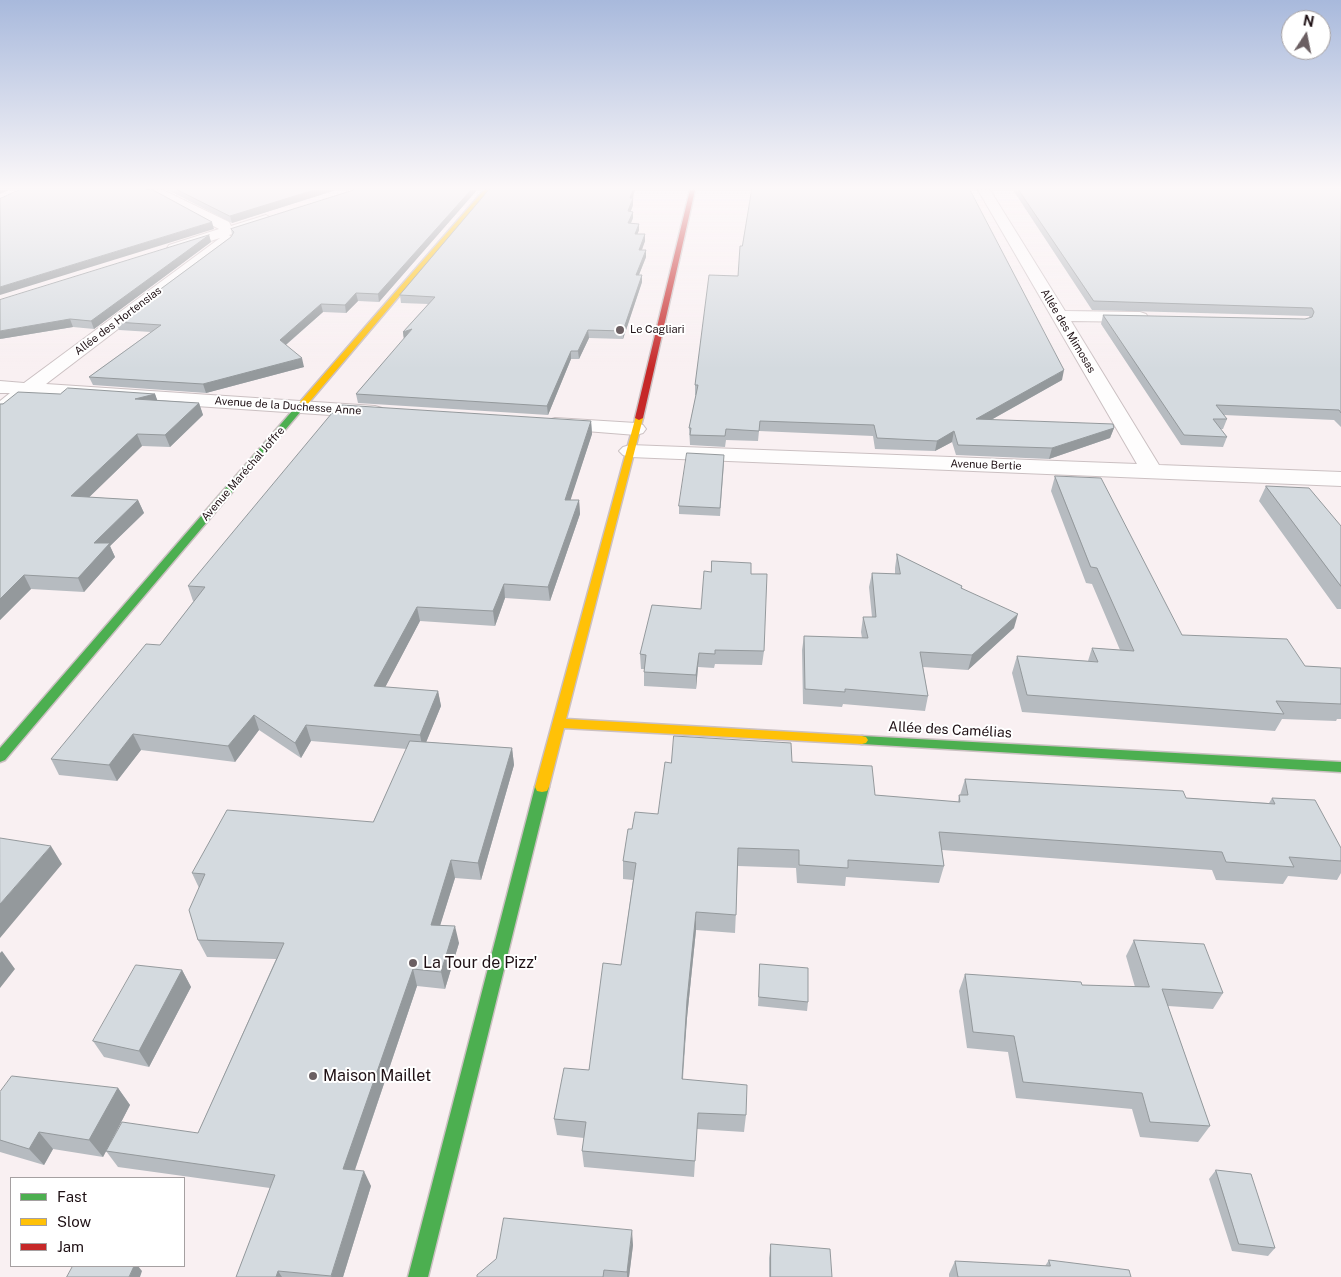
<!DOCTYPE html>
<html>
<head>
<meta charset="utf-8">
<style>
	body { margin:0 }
	#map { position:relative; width:1341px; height:1277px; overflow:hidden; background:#f9f0f2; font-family:"Public Sans",sans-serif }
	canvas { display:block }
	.legend { position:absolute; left:10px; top:1177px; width:175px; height:90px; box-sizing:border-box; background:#fff; border:1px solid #a5a0a1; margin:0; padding:6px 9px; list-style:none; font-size:15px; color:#1f1115 }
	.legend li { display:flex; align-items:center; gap:10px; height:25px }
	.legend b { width:25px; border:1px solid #a5a0a1 }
	.north { position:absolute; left:1281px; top:10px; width:50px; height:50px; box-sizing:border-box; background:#fff; border:1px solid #a5a0a1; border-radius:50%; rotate:11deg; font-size:14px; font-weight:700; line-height:20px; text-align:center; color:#1f1115 }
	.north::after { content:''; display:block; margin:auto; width:18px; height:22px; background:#6b5f62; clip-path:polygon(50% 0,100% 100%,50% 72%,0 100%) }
</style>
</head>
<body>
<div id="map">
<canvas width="1341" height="1277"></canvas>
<ul class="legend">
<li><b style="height:6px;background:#4caf50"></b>Fast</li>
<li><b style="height:6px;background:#ffc107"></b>Slow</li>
<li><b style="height:6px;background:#c62828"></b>Jam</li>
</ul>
<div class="north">N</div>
</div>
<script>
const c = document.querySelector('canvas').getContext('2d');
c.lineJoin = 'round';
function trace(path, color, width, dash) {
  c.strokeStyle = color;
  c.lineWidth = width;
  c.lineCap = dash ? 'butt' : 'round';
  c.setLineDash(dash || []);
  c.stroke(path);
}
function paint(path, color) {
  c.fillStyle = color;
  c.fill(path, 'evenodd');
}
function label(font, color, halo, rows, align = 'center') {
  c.font = font + ' "Public Sans",sans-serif';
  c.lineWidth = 4;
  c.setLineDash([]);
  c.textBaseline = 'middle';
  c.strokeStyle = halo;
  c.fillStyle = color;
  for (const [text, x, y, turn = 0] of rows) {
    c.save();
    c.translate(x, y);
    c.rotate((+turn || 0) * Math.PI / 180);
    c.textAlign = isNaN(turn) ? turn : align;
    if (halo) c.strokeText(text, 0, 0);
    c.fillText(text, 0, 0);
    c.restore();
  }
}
const street = new Path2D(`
	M147,190H163L229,222L231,226L266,215L273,219L271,222L229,235L234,239L232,242L46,384L375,406L382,408L385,412L382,416L375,418L32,395L7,414L0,416V401L10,393H0V381L24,383L220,238L179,251H169L167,248L169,245L219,229Z
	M978,190H990L1065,311L1140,312L1146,314L1148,317L1146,320L1140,322L1071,321L1159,465L1341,472V486L630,457L623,455L619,451L623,447L630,445L1137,464Z
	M555,418L636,423L643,425L646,429L643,433L636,435L548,428L545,424L548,420Z`);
const fast = new Path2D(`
	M300,402L307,404L5,760L0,762V748Z
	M862,736L1341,762V772L862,744L858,743L856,740L858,737Z
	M542,782L547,783L549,787L428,1277H408L535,787L537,783Z`);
const slow = new Path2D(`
	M484,190H489L306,406H300V402Z
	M636,416L643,418L566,719L862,736L866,737L868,740L866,743L862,744L564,728L549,787L547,791L542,792L537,791L535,787Z`);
const jam = new Path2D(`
	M690,190H695L643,418L639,420L635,418Z`);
const wall = new Path2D(`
	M168,190H336L232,223Z
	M354,190H477L379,302L358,301L346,313L323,312L286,345L304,367L206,393L93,385L89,377L151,332L119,330L116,322L231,237L232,235L231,229Z
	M635,190L633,198V205L631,211L633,212V218L631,223L639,224V230L637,234H645V241L642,250L646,257L639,275H642V282L623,339L589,338L579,359H571L548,415L358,403L356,394L404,339L403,332L428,304L401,303L400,295Z
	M1013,190H1341V427L1334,420L1224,415L1227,419L1223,429H1220L1227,437L1223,447L1181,445L1101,324L1103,315L1305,319L1310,318L1309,316L1092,310Z
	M209,235L211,242L94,329L73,327L0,339Z
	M742,246L1062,380L991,420L1114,428L1110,438L1049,459L956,455L952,442L935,451L875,449L873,436L759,431L758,441L726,440L725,447L690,445L689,428L696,395H695V385L738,276Z
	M60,394H155L157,400L199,403L203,415L170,447L142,446L89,497L138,500L144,513L110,546L115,557L84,592L31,589L0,620V404Z
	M591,421L592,434L570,500H579L580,514L550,601L505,598L495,626L420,621L385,687L438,691L441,706L426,742L512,748L514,765L481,880L455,878L440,925L459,943L445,989L417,986L355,1170L371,1186L343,1277H236L270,1188L118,1167L106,1151L198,1133L276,959L207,957L198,940L199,888L192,873L373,822L407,749L311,741L301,758L259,730L235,762L141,750L117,781L59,775L51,759L160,645L194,601H193L188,586Z
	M724,463L720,516L679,514V506Z
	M1055,476L1182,635L1305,666L1341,668V719H1337L1336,721L1282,719L1275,731L1022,712L1012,673L1017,656L1088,661L1092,648L1120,650L1092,584L1086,583L1051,491Z
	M1266,486L1341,526V609H1337L1259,501Z
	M897,554L962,586V588L1014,628L968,670L923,667L928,696L925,711L843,704L842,707L803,704L802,650L804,636L862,638L861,632L863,617H872L869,587L872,573L895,574V568Z
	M751,574L764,651L762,665L715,664L714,668L698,667L696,689L644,686V669H641L640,654L701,609Z
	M792,762L875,795L958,802L959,795H960L965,779L1186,798L1269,803L1272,798L1341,848V873L1337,880L1288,876L1283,884L1216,880L1212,870L942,850L944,866L939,883L846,877L845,886L797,883L796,868L738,866L735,933L696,930L687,1018L683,1079L746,1115L744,1132L697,1129L694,1177L584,1167L582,1151L584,1138L557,1135L554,1119L589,1070L621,965L633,880L623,879V861L632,829L658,814L671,763Z
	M1134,940L1223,993L1213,1009L1168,1006L1210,1126L1198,1142L1140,1137L1132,1109L1016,1098L1008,1052L967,1048L959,991L965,974L1082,985L1135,987L1126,956Z
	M760,964L808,1002L807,1011L758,1006Z
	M182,970L191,987L149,1067L104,1057L93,1041Z
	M118,1088L130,1105L103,1157L53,1149L44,1165L0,1152V1092Z
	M1216,1170L1275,1248L1268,1256L1232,1251L1209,1179Z
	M771,1244L832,1277H769V1258Z
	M633,1245L629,1277H477Z
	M1049,1260L1131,1277H949V1274L955,1261L1045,1266Z`);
const shadedWall = new Path2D(`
	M0,190H9L0,194Z
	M314,190H336L232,223L230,216Z
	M471,190H477L379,302L378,294Z
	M633,190H635L630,205V198Z
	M633,198V205L628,218V211Z
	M633,212V218L628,230V223Z
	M212,222L214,229L0,295V287Z
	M639,224V230L635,241V234Z
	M645,234V241L639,257V250Z
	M209,235L211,242L94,329L91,321Z
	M646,250V257L636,282V275Z
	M642,275V282L623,339V331Z
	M356,293L358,301L346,313L345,305Z
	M321,304L323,312L282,348L280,340Z
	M70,319L73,327L0,339V331Z
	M412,329L404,340L403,332Z
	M588,330L589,338L579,359L578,351Z
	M571,351V359L548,415L547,406Z
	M302,358L304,367L206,393L203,384Z
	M1064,370L1062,380L973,430L976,419Z
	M155,394L159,405L135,399Z
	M199,403L203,415L170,447L165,435Z
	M591,421L592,434L566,514L565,500Z
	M1114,428L1110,438L1049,459L1052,448Z
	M954,431L952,442L935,451L937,441Z
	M137,434L142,446L77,509L71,496Z
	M138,500L144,513L110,546L115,557L84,592L78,578L94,543Z
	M579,500L580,514L550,601L548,587Z
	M24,575L31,589L0,620V599Z
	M504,584L505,598L495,626L493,611Z
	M417,607L420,621L378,701L374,686Z
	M1018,614L1014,628L968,670L972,655Z
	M699,653L698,667L696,689V675Z
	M438,691L441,706L423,750L420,735Z
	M254,715L259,730L235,762L228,746Z
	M306,725L311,741L301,758L295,743Z
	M133,734L141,750L117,781L109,765Z
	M512,748L514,765L481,880L478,863Z
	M51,846L62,864L0,938V904Z
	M451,860L455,878L435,942L431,925Z
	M696,912V930L687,1018L681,1095L682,1079L687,1000Z
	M455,926L459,943L445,989L441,972Z
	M2,951L15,969L0,988V953Z
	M413,969L417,986L350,1184L343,1169Z
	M182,970L191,987L149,1067L139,1051Z
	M118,1088L130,1105L103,1157L89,1140Z
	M39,1132L53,1149L44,1165L29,1149Z
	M364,1171L371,1186L343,1277H331Z
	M632,1230L633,1245L629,1277H627V1272Z
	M134,1266H138L142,1271L140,1277H129Z
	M278,1271L282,1277H276Z`);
const building = new Path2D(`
	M19,190H153L212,222L0,287V199Z
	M178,190H314L230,216Z
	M354,190H471L378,294L356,293L345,305L321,304L280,340L302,358L203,384L89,377L161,325L116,322L231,237L234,232L231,229Z
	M489,190H633L630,198H633L628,211L633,212L628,223L639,224L635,234H645L639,250H646L636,275H642L623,331L588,330L578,351H571L547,406L356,394L412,329L403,332L435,297L400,295Z
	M752,190H970L1064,370L976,419L1113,424L1114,428L1052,448L958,445L954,431L937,441L877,438L874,425L760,421L759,431L726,429L725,436L690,435L691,428H689L698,385H695L709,275L738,276L740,246H742Z
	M1019,190H1341V413L1339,410L1216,405L1227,419H1213L1227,437L1184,435L1103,315L1305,319L1312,317L1314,312L1312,308L1094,301Z
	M209,235L91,321L70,319L0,331V300Z
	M68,388L155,394L135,399L199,403L165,435L137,434L71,496L138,500L94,543H110L78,578L24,575L0,599V404H3L18,392L60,394Z
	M342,405L591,421L565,500H579L548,587L504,584L493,611L417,607L374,686L438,691L420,735L306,725L295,743L254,715L228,746L133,734L109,765L51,759L146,644L160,645L205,587L188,586L332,413H335Z
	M687,453L724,455L720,508L679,506Z
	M1055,476L1101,478L1182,635L1287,639L1305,666L1341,668V704L1276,701L1284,714L1027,695L1017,656L1098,662L1092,648L1134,651L1097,568L1091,567Z
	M1266,486L1309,488L1341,526V586Z
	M897,554L962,586L961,588L1018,614L972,655L920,652L928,696L845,689V692L805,689L804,636L868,638L863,617H876L872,573L900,574Z
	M712,561L751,563V574H767L764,651L715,650V654L699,653L696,675L644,672L646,655L640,654L652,605L701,609L704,571L711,572Z
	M674,736L791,743L792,762L872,766L875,795L960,802L959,795H968L965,779L1183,791L1186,798L1275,804L1272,798L1315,800L1341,848V861L1289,857L1294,867L1226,862L1222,852L939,832L944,866L848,860V868L799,865V850L738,848L736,915L696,912L687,1000L682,1079L747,1085L746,1115L698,1113L695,1161L582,1151L586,1122L554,1119L564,1068L589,1070L603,963L621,965L636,863L623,861L628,829H632L635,812L658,814L665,762L671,763Z
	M410,741L512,748L478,863L451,860L431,925L455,926L441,972L413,969L343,1169L364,1171L331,1276L278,1271L276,1277H236L275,1175L106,1151L122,1122L198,1133L284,943L198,940L189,910L205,874L192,873L227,810L373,822Z
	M0,838L51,846L0,904Z
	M1134,940L1204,944L1223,993L1162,989L1210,1126L1150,1122L1142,1093L1023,1082L1014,1036L973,1032L965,974L1081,982L1082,985L1149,987Z
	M760,964L808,968V1002L759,997Z
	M136,965L182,970L139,1051L93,1041Z
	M12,1076L118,1088L89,1140L39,1132L29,1149L0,1140V1092Z
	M1216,1170L1251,1174L1275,1248L1239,1244Z
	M504,1218L632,1230L627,1272L604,1270L603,1277H477V1275L496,1259Z
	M771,1244L830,1249L832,1277H771Z
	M1049,1260L1129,1270L1131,1277H958L955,1261L1050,1266Z
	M73,1266H134L129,1277H67Z`);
const markers = [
	[620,330,5,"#6b5f62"],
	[413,963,5,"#6b5f62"],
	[313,1076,5,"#6b5f62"]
];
const farStreetnames = [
	["Allée des Hortensias",118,321,-37],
	["Allée des Mimosas",1068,331,59],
	["Avenue de la Duchesse Anne",288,406,4],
	["Avenue Bertie",986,465,2],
	["Avenue Maréchal Joffre",243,474,-49]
];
const farPoinames = [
	["Le Cagliari",630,330]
];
const streetNames = [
	["Allée des Camélias",950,730,3]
];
const nearPoinames = [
	["La Tour de Pizz'",423,963],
	["Maison Maillet",323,1076]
];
trace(street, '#cbc0c2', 2);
trace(fast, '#cbc0c2', 3);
trace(slow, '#cbc0c2', 3);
trace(jam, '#cbc0c2', 3);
paint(street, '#fefdfd');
paint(fast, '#4caf50');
paint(slow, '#ffc107');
paint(jam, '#c62828');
paint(wall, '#b6bbc0');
paint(shadedWall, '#94999c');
paint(building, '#d4dadf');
trace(building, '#94999c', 1);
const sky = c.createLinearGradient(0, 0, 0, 369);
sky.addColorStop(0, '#a8b9dc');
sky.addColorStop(0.51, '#fcf8f9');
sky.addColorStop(1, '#fcf8f900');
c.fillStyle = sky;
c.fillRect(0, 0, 1341, 369);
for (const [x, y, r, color] of markers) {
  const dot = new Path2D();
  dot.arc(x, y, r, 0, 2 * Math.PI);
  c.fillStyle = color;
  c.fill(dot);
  trace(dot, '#fff', 2);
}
label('11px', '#1f1115', '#fff', farStreetnames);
label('11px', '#1f1115', '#fff', farPoinames, 'left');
label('14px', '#1f1115', '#fff', streetNames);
label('16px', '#1f1115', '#fff', nearPoinames, 'left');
</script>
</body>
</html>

+-------+

DIRECTIONS FOR THIS TASK:
From the entries, copy every line in which the word "strokeStyle" occurs.

RESPONSE BELOW:
  c.strokeStyle = color;
  c.strokeStyle = halo;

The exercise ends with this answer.